__Work item__. Reproduce, with no changes, the line that contains "Map reading. Parse" and all the lines that come after it in the records.
[Opening Dataset extract section]
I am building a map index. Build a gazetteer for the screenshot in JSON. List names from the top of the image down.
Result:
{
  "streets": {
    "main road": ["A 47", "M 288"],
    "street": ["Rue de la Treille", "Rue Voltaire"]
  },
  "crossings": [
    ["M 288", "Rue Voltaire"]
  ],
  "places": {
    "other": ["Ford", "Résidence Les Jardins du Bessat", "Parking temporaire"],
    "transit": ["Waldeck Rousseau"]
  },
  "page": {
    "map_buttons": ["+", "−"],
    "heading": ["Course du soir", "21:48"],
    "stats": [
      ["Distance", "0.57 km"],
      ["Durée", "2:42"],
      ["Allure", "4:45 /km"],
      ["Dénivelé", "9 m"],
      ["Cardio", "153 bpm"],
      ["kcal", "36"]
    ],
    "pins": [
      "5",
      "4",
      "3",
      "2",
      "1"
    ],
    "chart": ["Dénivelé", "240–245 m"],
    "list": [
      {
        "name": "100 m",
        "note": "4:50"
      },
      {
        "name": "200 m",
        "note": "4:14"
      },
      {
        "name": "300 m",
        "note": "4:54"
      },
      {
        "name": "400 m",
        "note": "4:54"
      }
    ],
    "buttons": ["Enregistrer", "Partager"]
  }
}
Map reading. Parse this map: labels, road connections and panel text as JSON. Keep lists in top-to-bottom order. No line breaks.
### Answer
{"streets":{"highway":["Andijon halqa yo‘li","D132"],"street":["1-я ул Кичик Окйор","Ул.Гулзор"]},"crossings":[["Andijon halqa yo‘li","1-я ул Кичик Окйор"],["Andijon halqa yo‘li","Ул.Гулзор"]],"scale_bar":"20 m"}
[Closing Dataset extract section]
__Result__.
Map reading. Parse this map: labels, road connections and panel text as JSON. Keep lists in top-to-bottom order. No line breaks.
### Answer
{"streets":{"highway":["Andijon halqa yo‘li","D132"],"street":["1-я ул Кичик Окйор","Ул.Гулзор"]},"crossings":[["Andijon halqa yo‘li","1-я ул Кичик Окйор"],["Andijon halqa yo‘li","Ул.Гулзор"]],"scale_bar":"20 m"}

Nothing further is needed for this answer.